Trusting the Bible is like sitting in that chair. What I didn’t realize until I sat, was that this wasn’t just some stationary chair in a heavenly lounge. I found the chair to be that of a co-pilot, in the cockpit of some marvelous engine that has taken me places I never would have imagined. I don’t mean exotic earthly places, though I’ve been to those as well. The Bible, my faith, my Lord, the friends and family He’s given me, the meaningful whole that is my life– have taken me to emotionally beautiful places.

The kingdom of heaven is like a treasure hidden in the field, which a man found and hid again; and from joy over it he goes and sells all that he has and buys that field. – Matthew 13:44

Usually I rate books numerically according to readability and merit. Because I consider the Bible to be outside the realm of ordinary books, I would not dare assign it a number. None is high enough.

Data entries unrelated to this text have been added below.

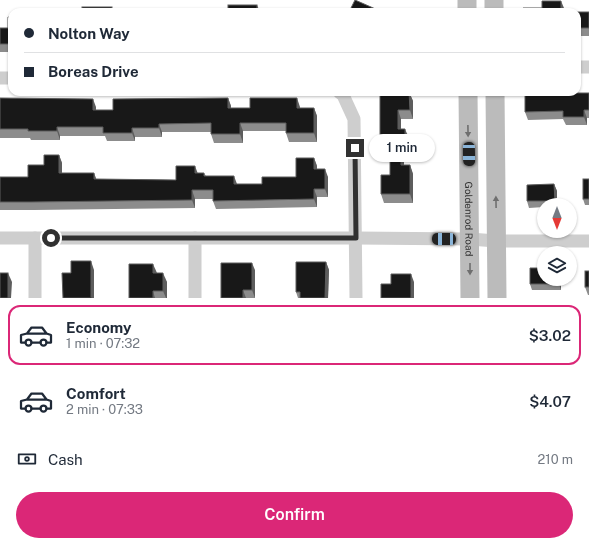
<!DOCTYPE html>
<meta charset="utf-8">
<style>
:root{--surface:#fff;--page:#f2f2f3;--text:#1f2937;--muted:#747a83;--line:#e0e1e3;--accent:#db2777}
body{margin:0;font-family:"Public Sans",sans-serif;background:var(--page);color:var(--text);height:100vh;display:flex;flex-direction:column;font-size:15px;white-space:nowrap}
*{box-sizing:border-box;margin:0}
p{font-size:13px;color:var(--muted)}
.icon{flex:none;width:22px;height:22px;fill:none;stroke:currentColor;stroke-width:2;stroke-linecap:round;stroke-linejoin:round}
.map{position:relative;height:298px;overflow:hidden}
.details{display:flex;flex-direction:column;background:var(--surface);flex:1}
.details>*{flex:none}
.hud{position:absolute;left:8px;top:8px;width:573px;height:88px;border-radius:12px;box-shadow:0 1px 3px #0004;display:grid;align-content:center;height:88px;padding:0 16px;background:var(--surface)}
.needle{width:26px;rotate:180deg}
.buttons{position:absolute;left:537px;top:198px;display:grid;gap:8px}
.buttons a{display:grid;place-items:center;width:40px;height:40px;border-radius:50%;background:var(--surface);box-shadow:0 1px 3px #0004;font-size:20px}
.end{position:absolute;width:18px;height:18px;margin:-9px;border:5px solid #313131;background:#fff;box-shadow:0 0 0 2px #fff}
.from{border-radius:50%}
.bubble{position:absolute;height:28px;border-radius:14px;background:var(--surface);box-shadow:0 1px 3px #0004;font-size:13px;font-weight:600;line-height:28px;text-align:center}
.car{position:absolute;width:12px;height:24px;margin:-12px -6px;border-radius:5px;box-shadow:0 0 3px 1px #0007;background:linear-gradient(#222 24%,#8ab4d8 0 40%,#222 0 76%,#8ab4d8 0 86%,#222 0)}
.hud b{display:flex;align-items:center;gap:14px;height:38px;font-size:15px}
.hud b+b{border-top:1px solid var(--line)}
.hud i{width:10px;height:10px;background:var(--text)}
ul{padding:7px 0 0;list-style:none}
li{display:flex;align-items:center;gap:12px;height:60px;margin:0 8px 6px;padding:0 8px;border:2px solid transparent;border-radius:12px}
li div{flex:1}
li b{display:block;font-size:15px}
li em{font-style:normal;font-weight:600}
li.current{border-color:var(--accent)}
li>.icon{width:36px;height:36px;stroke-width:1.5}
.pay{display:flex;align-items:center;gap:10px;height:44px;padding:0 16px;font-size:15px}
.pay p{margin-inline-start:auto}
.button{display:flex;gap:8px;margin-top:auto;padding:8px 16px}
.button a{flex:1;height:46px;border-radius:24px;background:var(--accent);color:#fff;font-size:16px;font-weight:600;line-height:46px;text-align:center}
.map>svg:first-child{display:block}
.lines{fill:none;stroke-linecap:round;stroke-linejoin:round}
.street{stroke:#cecece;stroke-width:13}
.secondary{stroke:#bbb;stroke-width:19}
.wall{fill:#8c8c8c}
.shaded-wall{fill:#5d5d5d}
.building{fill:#181818;stroke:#5d5d5d}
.oneway{fill:#6f6f6f}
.route{stroke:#313131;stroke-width:5}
.labels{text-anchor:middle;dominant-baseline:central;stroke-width:4;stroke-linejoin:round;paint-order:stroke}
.street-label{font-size:10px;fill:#313131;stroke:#fff}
</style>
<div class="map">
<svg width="589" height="298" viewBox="0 0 589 298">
<rect width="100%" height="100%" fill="#fff"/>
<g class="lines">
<g class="street">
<polyline points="577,67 589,67"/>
<polyline points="0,78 12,78"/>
<polyline points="339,92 343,95 354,119 356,298"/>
<polyline points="0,238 356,238 470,239 496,241 589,241"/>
<polyline points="35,238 35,298"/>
<polyline points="195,238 195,298"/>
</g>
<g class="secondary">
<polyline points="467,0 467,12"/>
<polyline points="494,0 494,12"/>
<path id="s1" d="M468 92 470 298"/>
<polyline points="495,92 497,298"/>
</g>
</g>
<g class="wall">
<rect x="577" y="12" width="12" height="24"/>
<polygon points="12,17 12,52 0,52 0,28 8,28"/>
<polygon points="380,92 409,92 413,101 413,119 401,119 401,129 409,138 409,153 404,153 404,165 410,165 413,174 413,203 384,203 381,194 390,175 390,161 383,161 380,152"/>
<polygon points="589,93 589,118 587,118 587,125 566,125 563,119 528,120 525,112 563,95"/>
<polygon points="0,98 96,107 96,110 113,110 228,98 231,106 231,108 314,108 317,116 317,142 289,142 286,133 286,131 243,131 243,143 214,143 211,134 211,132 162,132 162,137 135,137 135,141 107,141 105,136 60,136 60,140 31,140 30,138 0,138"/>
<polygon points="59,155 62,163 62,173 94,173 96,179 176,180 198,173 204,173 206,176 237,184 262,184 296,177 314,158 317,166 317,169 328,177 328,197 317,197 317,207 216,209 213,201 213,199 195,199 195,208 34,210 0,210 0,177 28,177"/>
<polygon points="589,179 589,205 585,205 583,199"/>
<polygon points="554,184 557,191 557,205 544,205 544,207 529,208 527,201"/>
<polygon points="326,262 329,270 328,298 298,298 296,292"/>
<polygon points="255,270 255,298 221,298"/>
<polygon points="589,271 589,295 588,295 585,287"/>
<polygon points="157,273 167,282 167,298 129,298"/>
<polygon points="561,279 561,290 532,290 530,284"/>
</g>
<g class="shaded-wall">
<polygon points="561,1 564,8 564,12 561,12"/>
<polygon points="257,5 260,12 257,12"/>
<polygon points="409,92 413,101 413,119 410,110"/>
<polygon points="228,98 231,106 231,117 228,108"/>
<polygon points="297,98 300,107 300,116 297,108"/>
<polygon points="93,99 96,107 96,118 93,110"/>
<polygon points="314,108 317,116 317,142 314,133"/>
<polygon points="398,110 401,119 401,138 398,129"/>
<polygon points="584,110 587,118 587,125 584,117"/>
<polygon points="240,123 243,131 243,143 240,134"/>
<polygon points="159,124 162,132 162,137 159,128"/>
<polygon points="57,127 60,136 60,140 57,131"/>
<polygon points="132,128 135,137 135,141 132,133"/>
<polygon points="405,129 409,138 409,153 405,144"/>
<polygon points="401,144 404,153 404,174 401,165"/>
<polygon points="59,155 62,163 62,181 59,173"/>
<polygon points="314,158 317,166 317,177 314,169"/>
<polygon points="410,165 413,174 413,203 410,194"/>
<polygon points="195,166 198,174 195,173"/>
<polygon points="325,169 328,177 328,197 325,189"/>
<polygon points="94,173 97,181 94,179"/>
<polygon points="234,176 237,184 234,184"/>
<polygon points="554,184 557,191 557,205 556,205 555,201"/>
<polygon points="314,189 317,197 317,207 314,199"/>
<polygon points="192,190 195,199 195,208 192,200"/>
<polygon points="91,261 94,270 94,298 91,298"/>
<polygon points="326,262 329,270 328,298 325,298"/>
<polygon points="252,263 255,270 255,298 252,290"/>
<polygon points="153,264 157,273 153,273"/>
<polygon points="8,273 12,282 11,298 8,298"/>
<polygon points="163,273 167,282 167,298 166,298 163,291"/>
<polygon points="411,274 414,282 414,298 411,298"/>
<polygon points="559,279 561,279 561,290 559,284"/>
<polygon points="243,290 246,298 243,298"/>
<polygon points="153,291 155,298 153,298"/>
</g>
<g class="building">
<polygon points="355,0 380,11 380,12 283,12 283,10 350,10"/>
<polygon points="542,1 561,1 561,12 523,12 523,8 542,8"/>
<rect x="228" y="5" width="29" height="7"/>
<rect x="82" y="7" width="30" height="5"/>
<polygon points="568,12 589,12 589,28 577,28 577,12"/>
<polygon points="8,17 12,17 12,44 0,44 0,28 8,28"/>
<polygon points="380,92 409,92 410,110 398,110 398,129 405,129 405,144 401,144 401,165 410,165 410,194 381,194 381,175 390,175 390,152 380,152"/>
<polygon points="563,93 589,93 589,110 584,110 584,117 563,117 563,111 525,112 525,95 563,95"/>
<polygon points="0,98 93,99 93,110 113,110 113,99 228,98 228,108 250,108 250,98 297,98 297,108 314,108 314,133 286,133 286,123 240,123 240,134 211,134 211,123 159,124 159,128 132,128 132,133 103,133 103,127 57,127 57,131 28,131 28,129 0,129"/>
<polygon points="44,155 59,155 59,173 94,173 94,179 176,180 176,166 195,166 195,173 204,173 204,176 234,176 234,184 262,184 262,177 296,177 296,158 314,158 314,169 325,169 325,189 314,189 314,199 213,201 213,190 192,190 192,200 31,202 0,202 0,177 28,177 28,165 44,165"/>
<rect x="583" y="179" width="6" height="20"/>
<polygon points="554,184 555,201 527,201 527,185"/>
<polygon points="71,261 91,261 91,297 92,297 92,298 63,298 62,273 71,273"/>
<polygon points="296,262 326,262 325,298 300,298 300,292 296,292"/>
<polygon points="221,263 252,263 252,290 243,290 243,298 221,298"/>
<polygon points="129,264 153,264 153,273 163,273 163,291 153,291 153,298 129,298"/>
<polygon points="530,268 544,268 544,279 559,279 559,284 530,284"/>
<rect x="585" y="271" width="4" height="16"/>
<rect x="0" y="273" width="8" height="25"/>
<polygon points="391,274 411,274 411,298 381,298 381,284 391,284"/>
</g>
<defs><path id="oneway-solid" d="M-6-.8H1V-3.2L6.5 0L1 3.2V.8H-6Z"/></defs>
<g class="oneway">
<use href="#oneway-solid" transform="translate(468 131) rotate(89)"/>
<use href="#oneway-solid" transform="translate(496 202) rotate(-91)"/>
<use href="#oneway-solid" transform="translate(470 269) rotate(90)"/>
</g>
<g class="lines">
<polyline class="route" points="51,238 356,238 355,148"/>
</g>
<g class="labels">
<g class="street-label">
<text stroke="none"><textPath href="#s1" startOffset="127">Goldenrod Road</textPath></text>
</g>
</g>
</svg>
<div class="buttons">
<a><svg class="needle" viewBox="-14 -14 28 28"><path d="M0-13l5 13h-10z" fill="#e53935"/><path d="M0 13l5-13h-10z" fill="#747a83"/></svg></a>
<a><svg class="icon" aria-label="layers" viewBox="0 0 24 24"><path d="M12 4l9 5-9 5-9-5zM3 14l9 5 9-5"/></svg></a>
</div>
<i class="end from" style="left:51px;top:238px"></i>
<i class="end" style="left:355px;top:148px"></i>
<div class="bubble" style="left:369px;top:134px;width:66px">1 min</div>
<i class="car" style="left:469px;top:154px;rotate:179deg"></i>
<i class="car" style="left:444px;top:239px;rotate:271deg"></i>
<div class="hud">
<b><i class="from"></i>Nolton Way</b>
<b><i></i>Boreas Drive</b>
</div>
</div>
<section class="details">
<ul>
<li class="current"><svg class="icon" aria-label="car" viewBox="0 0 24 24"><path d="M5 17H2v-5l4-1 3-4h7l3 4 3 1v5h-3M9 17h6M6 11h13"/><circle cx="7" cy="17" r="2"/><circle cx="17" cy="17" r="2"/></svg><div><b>Economy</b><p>1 min · 07:32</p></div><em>$3.02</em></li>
<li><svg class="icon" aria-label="car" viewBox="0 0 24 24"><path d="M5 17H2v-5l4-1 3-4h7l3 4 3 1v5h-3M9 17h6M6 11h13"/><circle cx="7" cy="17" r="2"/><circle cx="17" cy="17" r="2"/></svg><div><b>Comfort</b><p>2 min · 07:33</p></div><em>$4.07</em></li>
</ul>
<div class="pay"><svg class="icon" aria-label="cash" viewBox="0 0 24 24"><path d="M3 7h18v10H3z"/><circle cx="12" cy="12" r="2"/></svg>Cash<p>210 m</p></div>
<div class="button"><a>Confirm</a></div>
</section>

But read it, I challenge you… and the peace of God that transcends all understanding will guard your hearts and your minds in Christ Jesus. – Philippians 4:7

*The can-I-trust-this-Bible? conversation happened with a lovely woman who shared her faith with me, Debbie Spink. I remember being stunned she didn’t try harder to convince me the Bible was true or cajole me or debate with me. Her dismissal made me realize I wanted peace more than I wanted to win a debate. After I stewed for several months and gulped down the New Testament several times over, I met with her husband, Pastor Ken Spink. He fielded my gazillion questions and/or objections to the Christian faith.